Univariate statistics and metabolomics

Published on October 31, 2017   51 min

Other Talks in the Series: Bioinformatics for Metabolomics

My name is Ron Wehrens. I'm a scientist working at Wageningen University and Research in the Netherlands. Today, we're going to talk about the subject of "Univariate Statistics and Metabolomics". And, I've been doing quite a lot of work in the past few years on analyzing metabolomics data sets.
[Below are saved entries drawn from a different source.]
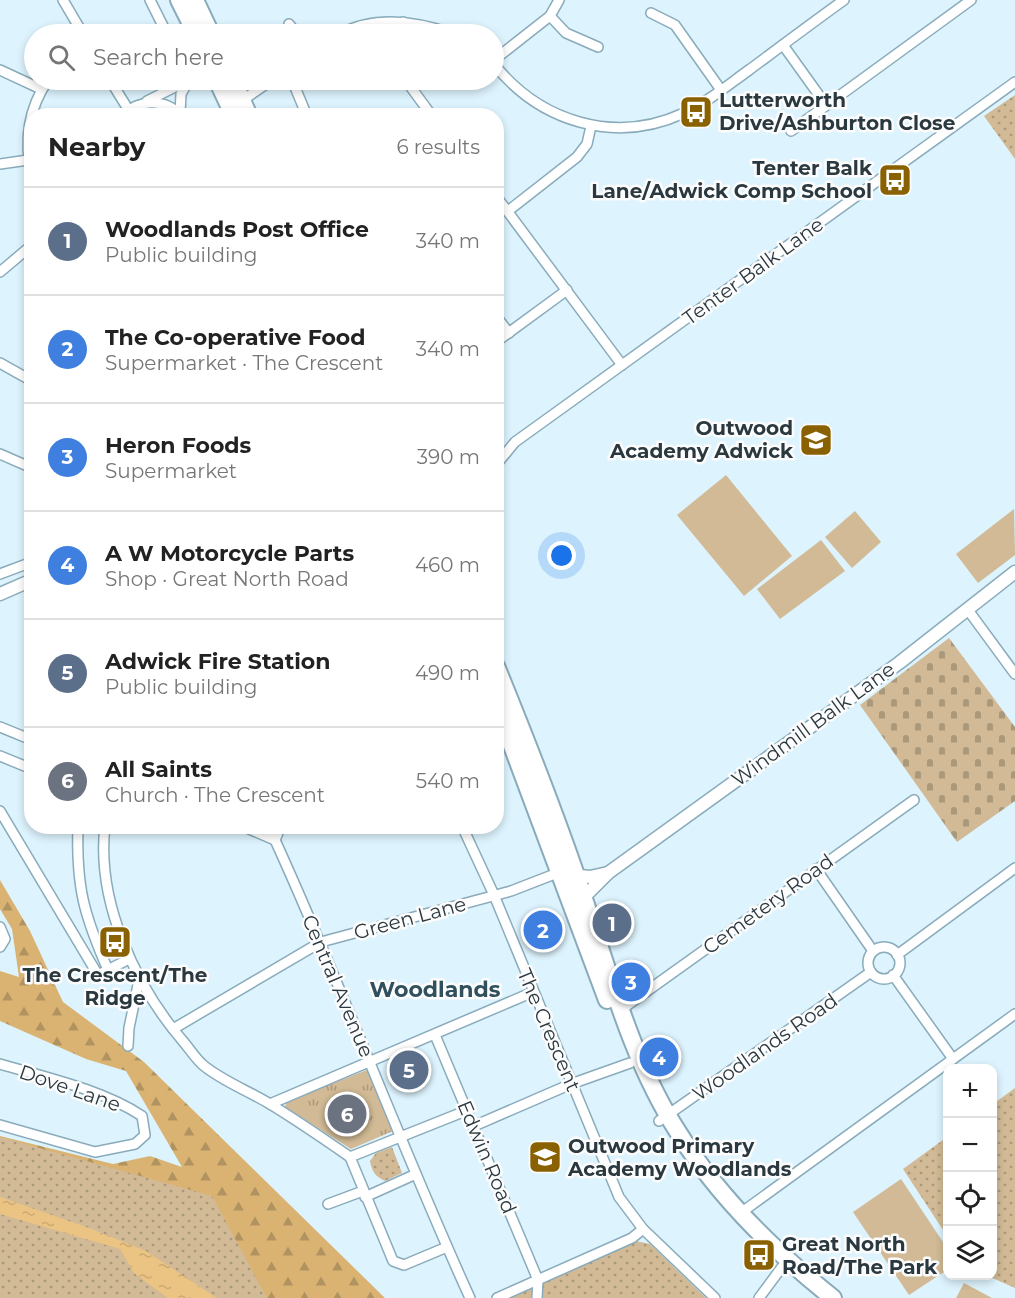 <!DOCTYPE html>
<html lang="en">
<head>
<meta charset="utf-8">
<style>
  :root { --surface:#fff; --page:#f6f6f6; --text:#222; --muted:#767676; --line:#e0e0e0; --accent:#111827 }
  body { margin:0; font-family:Montserrat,sans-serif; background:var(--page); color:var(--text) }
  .controls { position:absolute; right:18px; bottom:18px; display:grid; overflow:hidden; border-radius:12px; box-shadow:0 3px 9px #0003 }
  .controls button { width:54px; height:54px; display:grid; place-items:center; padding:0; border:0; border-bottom:2px solid var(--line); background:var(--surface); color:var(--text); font:30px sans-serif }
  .you { position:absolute; left:562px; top:556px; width:21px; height:21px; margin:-15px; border:4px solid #fff; border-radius:50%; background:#1a73e8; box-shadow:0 0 0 9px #1a73e833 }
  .badge { display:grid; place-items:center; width:39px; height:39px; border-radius:50%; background:var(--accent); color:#fff; font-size:20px; font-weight:700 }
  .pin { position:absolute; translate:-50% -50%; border:3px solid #fff; box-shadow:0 2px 6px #0006 }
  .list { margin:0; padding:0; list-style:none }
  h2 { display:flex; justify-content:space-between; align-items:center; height:78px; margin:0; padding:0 24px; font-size:26px }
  h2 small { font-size:20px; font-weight:400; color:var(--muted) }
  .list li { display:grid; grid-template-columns:39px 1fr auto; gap:18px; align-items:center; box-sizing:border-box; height:108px; padding:0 24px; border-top:2px solid var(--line) }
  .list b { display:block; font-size:22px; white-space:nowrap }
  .list p { margin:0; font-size:20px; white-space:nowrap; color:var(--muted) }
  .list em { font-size:20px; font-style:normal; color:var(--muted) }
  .icon { flex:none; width:33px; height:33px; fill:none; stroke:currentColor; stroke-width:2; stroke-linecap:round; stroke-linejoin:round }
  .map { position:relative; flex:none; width:1015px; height:1298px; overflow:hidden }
  .search { position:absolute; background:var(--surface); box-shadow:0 3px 9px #0003; left:24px; top:24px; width:480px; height:66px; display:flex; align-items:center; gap:15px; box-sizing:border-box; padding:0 21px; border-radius:33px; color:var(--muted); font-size:22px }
  .panel { position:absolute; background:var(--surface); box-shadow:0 3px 9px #0003; left:24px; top:108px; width:480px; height:726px; border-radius:24px }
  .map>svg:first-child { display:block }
</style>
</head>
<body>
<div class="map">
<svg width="1015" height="1298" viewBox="0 0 1015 1298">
  <defs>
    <pattern id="grass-tufts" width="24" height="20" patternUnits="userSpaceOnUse" patternTransform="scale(1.5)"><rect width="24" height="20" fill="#d1ba95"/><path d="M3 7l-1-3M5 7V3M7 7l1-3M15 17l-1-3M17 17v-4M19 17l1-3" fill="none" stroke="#aa987b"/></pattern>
    <pattern id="forest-firs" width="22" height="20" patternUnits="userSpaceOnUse" patternTransform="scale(1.5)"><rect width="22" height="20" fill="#dab373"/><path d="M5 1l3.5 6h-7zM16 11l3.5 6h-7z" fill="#b19360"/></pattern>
    <pattern id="cemetery-stones" width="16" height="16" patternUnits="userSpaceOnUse" patternTransform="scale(1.5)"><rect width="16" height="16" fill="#d1ba95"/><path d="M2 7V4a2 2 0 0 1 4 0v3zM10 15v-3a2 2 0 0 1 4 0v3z" fill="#aa987b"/></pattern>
    <pattern id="park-dots" width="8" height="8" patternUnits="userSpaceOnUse" patternTransform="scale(1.5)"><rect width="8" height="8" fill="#d1ba95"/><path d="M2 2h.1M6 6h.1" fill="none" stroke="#aa987b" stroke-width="1.8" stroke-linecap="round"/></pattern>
    <pattern id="water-ripples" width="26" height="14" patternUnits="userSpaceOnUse" patternTransform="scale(1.5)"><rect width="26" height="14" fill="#ebc483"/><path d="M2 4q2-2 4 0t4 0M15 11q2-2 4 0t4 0" fill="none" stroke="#caa972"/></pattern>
  </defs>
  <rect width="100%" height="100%" fill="#ddf3fd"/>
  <g fill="url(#grass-tufts)">
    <path d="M146,110H159L172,115H132Z"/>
    <path d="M367,1070L393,1131L351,1149L285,1107L287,1101Z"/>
  </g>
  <path fill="url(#forest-firs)" d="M0,880L30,931L63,1002L144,1062L385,1298H259L0,1168V1136L113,1164L150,1156L182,1167L126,1071L86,1059L0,1021V971L19,977L12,929L0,909Z"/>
  <path fill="url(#cemetery-stones)" d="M949,638L1015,727V801L957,842L860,705Z"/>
  <g fill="url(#park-dots)">
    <path d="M1015,95V159L984,116Z"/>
    <path d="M1015,1088V1288L988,1276H992L993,1104Z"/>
    <path d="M0,1137L212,1196L267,1298H0Z"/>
    <path d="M947,1137V1236L903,1169Z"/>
    <path d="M392,1147L402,1173L385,1181C375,1176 372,1172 370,1161L376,1153Z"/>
    <path d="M636,1241L650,1244L706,1298H505Z"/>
  </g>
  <g fill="#d1ba95">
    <path d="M726,475L792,556L744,596L677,515Z"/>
    <path d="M1014,509L1015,555L978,583L956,554Z"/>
    <path d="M855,511L881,542L852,568L825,537Z"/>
    <path d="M821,540L845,571L780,619L757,589Z"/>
    <path d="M901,1179L947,1248V1270L909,1295L853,1212Z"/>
    <path d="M964,1283L992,1298H956Z"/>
  </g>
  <path fill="url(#water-ripples)" d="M0,1197L89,1228L146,1251L217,1298H168L134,1273L120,1249L0,1214Z"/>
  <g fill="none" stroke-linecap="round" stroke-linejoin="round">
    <g stroke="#89abbb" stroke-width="12">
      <g id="street">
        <path d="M63,0L83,34"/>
        <path d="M150,0L167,34"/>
        <path d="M651,13L675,25L721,90"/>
        <path d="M550,16L566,33L598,47"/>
        <path d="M289,24L297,34"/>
        <path d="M340,34C375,15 416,21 453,34"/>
        <path d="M403,34V22"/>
        <path d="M783,45L826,105"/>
        <path d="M494,60L550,16L559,0"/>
        <path d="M494,64C540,122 615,145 684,113C708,102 728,85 749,70C780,47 812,23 844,0"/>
        <path d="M0,70L41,89"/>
        <path d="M110,80L128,109"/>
        <path d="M292,80L307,116"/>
        <path d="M408,80L410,86L432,116"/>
        <path d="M147,101L189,80"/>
        <path d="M240,102L272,80"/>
        <path d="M180,113L181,94L189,80"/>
        <path d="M121,116C139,99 164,98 182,116"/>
        <path d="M791,131L971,0"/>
        <path d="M0,164L28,160"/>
        <path d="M32,177C24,143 28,109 48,80"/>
        <path d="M496,196L622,365"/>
        <path d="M508,211L577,157L587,144L591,126"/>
        <path d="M0,272L32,245"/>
        <path d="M496,316L509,333"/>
        <path d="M496,342L567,290"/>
        <path d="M0,363L32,381"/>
        <path d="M0,454L32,468"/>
        <path d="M496,465L515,442L1015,82"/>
        <path d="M0,574L32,562"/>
        <path d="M968,610L1015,674"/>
        <path d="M0,727L32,740"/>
        <path d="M0,756L32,769"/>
        <path d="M0,811L98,975L129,959"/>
        <path d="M78,826C76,887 84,915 108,970"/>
        <path d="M105,826C96,901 135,985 182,1040C189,1048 195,1058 203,1065C222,1081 249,1091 270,1104C298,1121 324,1139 350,1157"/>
        <path d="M242,826L275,840"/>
        <path d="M462,826L494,895L619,1197L643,1229L715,1298"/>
        <path d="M275,840C344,991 401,1147 470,1298"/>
        <path d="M275,840L281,826"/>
        <path d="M816,869L873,951"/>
        <path d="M0,927L5,939L0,947"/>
        <circle cx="884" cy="963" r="16"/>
        <path d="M897,955L1015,868"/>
        <path d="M893,975L953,1059"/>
        <path d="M622,1009L914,800"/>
        <path d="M173,1029L321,942L511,891L560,872"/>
        <path d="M435,1035L538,1280L537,1298"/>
        <path d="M128,1046L129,1028L139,980"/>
        <path d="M0,1064C45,1077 103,1090 142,1116L145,1135L135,1144L95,1152L0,1125"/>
        <path d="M270,1104L533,992"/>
        <path d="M659,1121L871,972"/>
        <path d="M474,1126L571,1084L630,1063"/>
        <path d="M350,1157L393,1261L404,1265L447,1247"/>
        <path d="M350,1157L468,1110"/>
        <path d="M365,1197L416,1174"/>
        <path d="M328,1204L363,1191"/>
        <path d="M742,1212L1015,1014"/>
        <path d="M497,1298L632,1238L643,1229"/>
        <path d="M759,1298L782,1267"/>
      </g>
    </g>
    <g stroke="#89abbb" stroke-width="15">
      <g id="secondary">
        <path d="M0,594L32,580"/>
        <path d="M570,875L590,877L608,873"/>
        <path d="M584,897L608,873L899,663L1015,572"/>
      </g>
    </g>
    <g stroke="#89abbb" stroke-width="20">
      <g id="highway">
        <path d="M179,0L196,34"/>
        <path d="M195,0L211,34"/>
        <path d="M217,80L234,116"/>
        <path d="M233,80L249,116"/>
        <path d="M496,666C527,742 557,818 583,896C610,975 632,1061 678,1132C717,1195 775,1252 833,1298"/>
        <path d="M496,703L607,1000"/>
      </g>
    </g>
    <use href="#street" stroke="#fff" stroke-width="9"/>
    <use href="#secondary" stroke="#fff" stroke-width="12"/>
    <use href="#highway" stroke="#fff" stroke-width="16"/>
  </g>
  <defs>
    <g id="bus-square" transform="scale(1.725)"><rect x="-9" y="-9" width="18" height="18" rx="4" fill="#8a6100" stroke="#fcfcfc"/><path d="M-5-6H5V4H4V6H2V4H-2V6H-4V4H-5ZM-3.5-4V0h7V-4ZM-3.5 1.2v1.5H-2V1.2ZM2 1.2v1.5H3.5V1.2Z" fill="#fff"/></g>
    <g id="school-square" transform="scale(1.725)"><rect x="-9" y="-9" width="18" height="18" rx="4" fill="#8a6100" stroke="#fcfcfc"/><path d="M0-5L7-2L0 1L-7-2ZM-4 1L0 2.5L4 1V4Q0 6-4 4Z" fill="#fff"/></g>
  </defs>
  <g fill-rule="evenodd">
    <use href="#bus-square" x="696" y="112"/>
    <use href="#bus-square" x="895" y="180"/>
    <use href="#school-square" x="816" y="440"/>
    <use href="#bus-square" x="115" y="942"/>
    <use href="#school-square" x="545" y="1157"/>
    <use href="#bus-square" x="759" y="1255"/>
  </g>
  <g text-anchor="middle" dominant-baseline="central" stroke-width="5" stroke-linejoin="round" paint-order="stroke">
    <g font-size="20" font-weight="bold" fill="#2a383f" stroke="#fcfcfc" text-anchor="start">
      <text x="719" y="100">Lutterworth<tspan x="719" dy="23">Drive/Ashburton Close</tspan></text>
      <text x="872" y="168" text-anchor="end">Tenter Balk<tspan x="872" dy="23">Lane/Adwick Comp School</tspan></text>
      <text x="793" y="428" text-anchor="end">Outwood<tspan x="793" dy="23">Academy Adwick</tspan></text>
      <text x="115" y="975" text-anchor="middle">The Crescent/The<tspan x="115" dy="23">Ridge</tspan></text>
      <text x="568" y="1146">Outwood Primary<tspan x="568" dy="23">Academy Woodlands</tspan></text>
      <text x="782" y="1244">Great North<tspan x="782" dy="23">Road/The Park</tspan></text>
    </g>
    <g font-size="20" fill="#2a383f" stroke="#fcfcfc">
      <text transform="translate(753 271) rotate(-36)">Tenter Balk Lane</text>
      <text transform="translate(813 724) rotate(-36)">Windmill Balk Lane</text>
      <text transform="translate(768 904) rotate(-36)">Cemetery Road</text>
      <text transform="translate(410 918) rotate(-15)">Green Lane</text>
      <text transform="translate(338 986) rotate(67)">Central Avenue</text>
      <text transform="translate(549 1030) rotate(67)">The Crescent</text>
      <text transform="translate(765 1047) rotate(-35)">Woodlands Road</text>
      <text transform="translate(70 1088) rotate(19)">Dove Lane</text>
      <text transform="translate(487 1157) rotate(67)">Edwin Road</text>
    </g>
    <g font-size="22" font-weight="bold" fill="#30505e" stroke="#fcfcfc">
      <text x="435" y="989">Woodlands</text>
    </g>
  </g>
</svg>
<div class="controls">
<button>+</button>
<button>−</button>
<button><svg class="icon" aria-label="locate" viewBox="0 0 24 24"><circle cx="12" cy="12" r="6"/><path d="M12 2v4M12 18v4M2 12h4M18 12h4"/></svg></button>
<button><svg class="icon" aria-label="layers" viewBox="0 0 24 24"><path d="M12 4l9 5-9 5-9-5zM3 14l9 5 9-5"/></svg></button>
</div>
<div class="you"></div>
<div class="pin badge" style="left:612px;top:923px;background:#5c6f8a">1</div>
<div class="pin badge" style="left:543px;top:930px;background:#3f7fe0">2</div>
<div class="pin badge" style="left:631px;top:982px;background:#3f7fe0">3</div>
<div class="pin badge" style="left:659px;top:1057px;background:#3f7fe0">4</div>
<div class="pin badge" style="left:409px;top:1070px;background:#5c6f8a">5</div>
<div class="pin badge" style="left:347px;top:1114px;background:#6b7280">6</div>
<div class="search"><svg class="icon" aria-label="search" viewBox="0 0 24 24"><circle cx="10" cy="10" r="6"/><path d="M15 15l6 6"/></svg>Search here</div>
<section class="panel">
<h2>Nearby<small>6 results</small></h2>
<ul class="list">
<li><span class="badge" style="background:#5c6f8a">1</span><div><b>Woodlands Post Office</b><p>Public building</p></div><em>340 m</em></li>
<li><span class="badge" style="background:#3f7fe0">2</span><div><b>The Co-operative Food</b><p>Supermarket · The Crescent</p></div><em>340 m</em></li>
<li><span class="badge" style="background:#3f7fe0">3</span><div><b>Heron Foods</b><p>Supermarket</p></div><em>390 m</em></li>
<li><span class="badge" style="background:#3f7fe0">4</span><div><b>A W Motorcycle Parts</b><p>Shop · Great North Road</p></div><em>460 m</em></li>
<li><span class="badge" style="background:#5c6f8a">5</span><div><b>Adwick Fire Station</b><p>Public building</p></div><em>490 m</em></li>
<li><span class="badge" style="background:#6b7280">6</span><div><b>All Saints</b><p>Church · The Crescent</p></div><em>540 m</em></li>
</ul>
</section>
</div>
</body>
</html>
The topic of statistics is of central importance to any field of science where experimental data are being analyzed, and metabolomics is no exception. The difficulty in metabolomics comes from two things. Basically, for every sample that we analyze, we get a lot of information, and that is one of the aspects. And the second thing is that we often don't know what the information means. So we get signals, we get peaks from our experimental data, but we are not exactly sure what these peaks mean and with which metabolites they are associated. So the latter part is an annotation problem that I will not go into today. But what we will try to do is to cover, let's say, the central ideas behind basic statistical methods and see how they can be applied in a metabolomics context.
So the central element in any statistical analysis is that we are looking at variability. And there are several sources of variability. And the variability may be a desired thing, may give us information, or may be unwanted variability, so it will hamper us in drawing conclusions or in finding out what we want to find out. There are several standard sources of unwanted variability. The first of which is the measurement variability. In any experiment that we do, we will see that a repetition of the experiment will not automatically lead to exactly the same result. Complex machines like mass spectrometers will not give you the same result every time that you do an experiment. So this measurement variability is unavoidable in a sense. Then there is the variability that is associated with the system under study. If we have several different samples, for instance from several different people, these samples will be different because the people that they belong to are different. And the biological variability between people can be a major source of unwanted variability, and it may really hamper us in drawing conclusions. That's also one of the reasons why, in general, it's better to have as many samples as possible, and we'll come back to that later. We hope, in that case, that biological variability will even out, and that the average will be close to the true population average that we want to estimate. And finally, there is also a kind of variability that really has to do with human errors. So as humans, we are bound to make an error once in a while. And in general, as soon as we can automate things, we avoid some kinds of these errors. But then again, also, the automation is a human process. And if we make errors in the automation process, then we can expect errors on a much grander scale.